Vor 50 Jahren wurde die Konstitution Lumen Gentium verabschiedet. Bis heute ist das Dokument von großer Brisanz für das Selbstverständnis der katholischen Kirche. Dabei geht es um die Grundfrage, ob die Idee von eigenständig handelnden Ortskirchen mit der zentralistischen Idee des päpstlichen Primats zu vereinbaren ist.

Von Henning Klingen | 24.11.2014
    Papst Franziskus hält im Rahmen der außerordentlichen Bischofssynode eine Rede.
    Papst Franziskus hält im Rahmen der außerordentlichen Bischofssynode eine Rede. (ANDREAS SOLARO / AFP)
    "Lumen Gentium gehört zu den wichtigsten Dokumenten des Konzils, auch weil es die ökumenische Öffnung eingeleitet hat, weil es den interreligiösen Dialog eingeleitet hat. Man kann eigentlich das Ökumenismusdekret, man kann die Erklärung der Kirche zum Verhältnis zu den anderen Religionen als Konkretisierungen und Ausbuchstabierungen dessen lesen, was in Lumen Gentium grundgelegt wird," sagt der Wiener Dogmatiker Jan-Heiner Tück.
    Er verweist auf die Grundorientierung, die das Zweite Vatikanische Konzil bereits in den ersten Worten der Konstitution vornimmt: "Christus ist das Licht der Völker", heißt es dort. Eine vor dem Hintergrund des Ersten Vatikanischen Konzils, das 1870/71 die Unfehlbarkeit des Papstes definiert hatte, geradezu revolutionäre Kehrtwende. Die Kirche schaut auf Jesus Christus und beschreibt sich als Heilsmittel für alle - und nicht nur für eine kleine katholische Elite. Das ist die erste - neue - Definition von Lumen Gentium.
    "Die zweite ist die Rede von Kirche als Volk Gottes. Das heißt: Die Kirche wird als eine Größe verstanden, die geschichtlich unterwegs ist. Man spricht vom pilgernden Gottesvolk und sagt, dass das Reich Gottes nicht bereits durch die Kirche verwirklicht ist, sondern als Zielgröße. Das ist wichtig, um triumphalistische Beschreibungen von Kirche abzuwehren, die sagen: Kirche ist schon das Reich Gottes – nein, Kirche ist vorläufig, sie läuft auf die Vollendung zu."

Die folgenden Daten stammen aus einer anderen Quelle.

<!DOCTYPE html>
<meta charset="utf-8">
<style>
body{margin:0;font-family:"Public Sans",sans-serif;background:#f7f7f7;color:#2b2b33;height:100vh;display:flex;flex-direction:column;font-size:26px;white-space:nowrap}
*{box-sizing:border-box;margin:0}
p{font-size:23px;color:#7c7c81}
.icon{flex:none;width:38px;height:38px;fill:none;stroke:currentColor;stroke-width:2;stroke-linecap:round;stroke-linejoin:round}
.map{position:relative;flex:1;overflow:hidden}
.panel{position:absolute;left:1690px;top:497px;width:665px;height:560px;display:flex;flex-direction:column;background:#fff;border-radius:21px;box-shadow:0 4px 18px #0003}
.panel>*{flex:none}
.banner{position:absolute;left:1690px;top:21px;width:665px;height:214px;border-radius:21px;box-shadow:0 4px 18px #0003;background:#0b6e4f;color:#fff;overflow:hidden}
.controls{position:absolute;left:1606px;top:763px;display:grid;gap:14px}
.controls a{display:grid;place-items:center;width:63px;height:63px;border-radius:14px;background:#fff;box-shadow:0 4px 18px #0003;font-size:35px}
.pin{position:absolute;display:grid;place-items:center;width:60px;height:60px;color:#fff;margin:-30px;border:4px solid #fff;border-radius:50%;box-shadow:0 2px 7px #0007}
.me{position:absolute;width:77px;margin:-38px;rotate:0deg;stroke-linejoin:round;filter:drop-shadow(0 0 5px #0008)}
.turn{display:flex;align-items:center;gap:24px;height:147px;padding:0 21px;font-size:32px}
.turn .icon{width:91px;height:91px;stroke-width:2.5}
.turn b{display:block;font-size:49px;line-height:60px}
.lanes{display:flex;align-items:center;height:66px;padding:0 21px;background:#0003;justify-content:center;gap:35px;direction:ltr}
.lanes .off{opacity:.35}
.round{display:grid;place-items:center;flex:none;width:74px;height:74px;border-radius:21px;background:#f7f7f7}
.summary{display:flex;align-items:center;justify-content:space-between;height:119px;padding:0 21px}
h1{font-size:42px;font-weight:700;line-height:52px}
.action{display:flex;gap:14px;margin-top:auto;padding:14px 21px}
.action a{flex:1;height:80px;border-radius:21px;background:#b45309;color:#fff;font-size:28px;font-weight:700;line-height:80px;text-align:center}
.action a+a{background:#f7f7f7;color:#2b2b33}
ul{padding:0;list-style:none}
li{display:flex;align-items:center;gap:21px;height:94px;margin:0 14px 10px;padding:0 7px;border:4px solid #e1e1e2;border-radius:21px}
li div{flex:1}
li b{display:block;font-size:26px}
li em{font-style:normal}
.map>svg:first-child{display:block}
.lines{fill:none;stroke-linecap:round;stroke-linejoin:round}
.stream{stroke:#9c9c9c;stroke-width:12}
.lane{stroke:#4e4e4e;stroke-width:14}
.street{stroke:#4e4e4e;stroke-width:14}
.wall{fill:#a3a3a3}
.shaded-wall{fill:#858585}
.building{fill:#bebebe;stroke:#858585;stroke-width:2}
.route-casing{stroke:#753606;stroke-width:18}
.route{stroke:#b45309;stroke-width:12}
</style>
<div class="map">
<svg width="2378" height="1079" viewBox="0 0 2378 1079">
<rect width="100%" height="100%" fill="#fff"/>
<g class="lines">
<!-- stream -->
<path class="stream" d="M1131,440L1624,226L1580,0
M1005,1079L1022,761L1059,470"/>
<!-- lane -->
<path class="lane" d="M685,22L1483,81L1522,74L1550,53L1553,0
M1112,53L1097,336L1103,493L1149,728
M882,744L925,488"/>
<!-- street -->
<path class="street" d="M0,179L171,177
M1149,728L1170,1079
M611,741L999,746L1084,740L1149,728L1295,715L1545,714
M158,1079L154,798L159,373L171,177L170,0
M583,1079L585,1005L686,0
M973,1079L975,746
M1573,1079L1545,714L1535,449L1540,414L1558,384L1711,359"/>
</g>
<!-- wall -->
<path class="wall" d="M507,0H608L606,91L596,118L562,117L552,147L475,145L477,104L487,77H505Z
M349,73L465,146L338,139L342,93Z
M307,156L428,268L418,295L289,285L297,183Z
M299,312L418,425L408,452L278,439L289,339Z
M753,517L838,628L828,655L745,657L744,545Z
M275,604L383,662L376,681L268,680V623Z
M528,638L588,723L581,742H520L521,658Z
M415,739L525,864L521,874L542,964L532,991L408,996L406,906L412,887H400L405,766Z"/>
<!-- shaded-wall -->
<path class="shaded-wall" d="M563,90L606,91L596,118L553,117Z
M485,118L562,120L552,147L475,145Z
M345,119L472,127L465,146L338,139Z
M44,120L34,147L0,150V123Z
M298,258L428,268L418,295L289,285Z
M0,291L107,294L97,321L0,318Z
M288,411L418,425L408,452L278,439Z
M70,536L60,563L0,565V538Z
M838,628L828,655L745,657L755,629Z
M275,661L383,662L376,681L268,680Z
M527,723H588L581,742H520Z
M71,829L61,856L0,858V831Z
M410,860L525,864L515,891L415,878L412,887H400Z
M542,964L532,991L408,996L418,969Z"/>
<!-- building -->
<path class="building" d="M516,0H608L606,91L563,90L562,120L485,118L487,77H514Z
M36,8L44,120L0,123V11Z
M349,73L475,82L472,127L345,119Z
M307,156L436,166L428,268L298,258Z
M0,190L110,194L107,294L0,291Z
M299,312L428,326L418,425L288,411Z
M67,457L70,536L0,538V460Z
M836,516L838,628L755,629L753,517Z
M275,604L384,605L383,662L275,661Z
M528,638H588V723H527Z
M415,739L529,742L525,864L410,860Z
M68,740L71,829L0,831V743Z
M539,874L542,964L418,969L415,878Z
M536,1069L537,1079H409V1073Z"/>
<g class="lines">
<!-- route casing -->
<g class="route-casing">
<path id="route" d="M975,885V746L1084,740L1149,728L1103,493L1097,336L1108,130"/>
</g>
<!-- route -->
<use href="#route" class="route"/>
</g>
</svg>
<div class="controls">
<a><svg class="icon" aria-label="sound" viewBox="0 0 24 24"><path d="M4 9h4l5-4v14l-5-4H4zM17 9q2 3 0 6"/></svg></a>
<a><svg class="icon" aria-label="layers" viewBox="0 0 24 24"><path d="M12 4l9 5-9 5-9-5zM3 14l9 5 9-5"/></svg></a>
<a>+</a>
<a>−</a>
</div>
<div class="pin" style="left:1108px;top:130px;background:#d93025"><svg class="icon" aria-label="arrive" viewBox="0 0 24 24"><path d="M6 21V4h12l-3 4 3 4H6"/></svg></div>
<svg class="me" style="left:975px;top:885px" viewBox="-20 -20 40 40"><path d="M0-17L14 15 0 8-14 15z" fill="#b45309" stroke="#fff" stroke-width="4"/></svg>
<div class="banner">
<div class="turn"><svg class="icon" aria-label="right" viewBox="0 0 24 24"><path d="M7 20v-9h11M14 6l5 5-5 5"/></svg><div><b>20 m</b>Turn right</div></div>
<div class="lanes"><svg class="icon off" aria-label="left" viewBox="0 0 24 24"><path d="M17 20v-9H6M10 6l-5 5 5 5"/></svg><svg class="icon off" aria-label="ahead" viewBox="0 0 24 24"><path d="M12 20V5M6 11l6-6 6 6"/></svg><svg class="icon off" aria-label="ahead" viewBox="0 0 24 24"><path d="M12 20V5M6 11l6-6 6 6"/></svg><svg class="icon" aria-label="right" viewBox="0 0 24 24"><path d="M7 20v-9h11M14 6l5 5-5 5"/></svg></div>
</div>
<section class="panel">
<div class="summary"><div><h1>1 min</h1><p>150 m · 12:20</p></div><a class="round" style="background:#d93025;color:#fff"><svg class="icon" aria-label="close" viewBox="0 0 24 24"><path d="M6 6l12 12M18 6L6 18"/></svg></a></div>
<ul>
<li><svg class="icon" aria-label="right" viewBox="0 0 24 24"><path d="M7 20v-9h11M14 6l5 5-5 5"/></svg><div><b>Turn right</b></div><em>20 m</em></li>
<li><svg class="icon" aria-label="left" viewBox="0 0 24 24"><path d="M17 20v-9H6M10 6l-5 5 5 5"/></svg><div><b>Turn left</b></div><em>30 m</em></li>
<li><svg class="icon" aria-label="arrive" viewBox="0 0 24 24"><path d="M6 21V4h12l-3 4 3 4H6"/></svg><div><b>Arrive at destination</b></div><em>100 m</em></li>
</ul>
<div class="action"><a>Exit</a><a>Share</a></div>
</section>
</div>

    Gemeinschaft der Gläubigen wird bestärkt
    Der Begriff "Volk Gottes" ist auch deswegen wichtig, da in ihm der Gedanke eines gemeinsamen Priestertums aller Gläubigen grundgelegt ist. Taufe und Firmung sind die zentralen Sakramente, die alle Gläubigen verbinden - erst in einem zweiten, nachgeordneten Schritt spricht das Konzil von der kirchlichen Hierarchie aus Priestern und Bischöfen. Wenn heute Laien ihre Rechte in der Kirche zunehmend einfordern, so ist dies nicht zuletzt Frucht von Lumen Gentium.
    "Die dritte wichtige Bestimmung von Kirche ist die Rede von der Communio, von der Gemeinschaft der Gläubigen, das hat auch von der Verfassung der Kirche her wichtige Bedeutung insofern als die Kirche als ein Netz von bischöflich verfassten Kirchen verstanden wird, also als eine Communio, die bestimmte Verdichtungen, bestimmte Knotenpunkte kennt. In der alten Kirche die Patriarchate, besonders dann Rom, der Bischof von Rom, ihm kommt die Verantwortung zu, dass das Netz nicht zerreißt, er ist der sichtbare Garant der Einheit in der Vielfalt der Ortskirchen."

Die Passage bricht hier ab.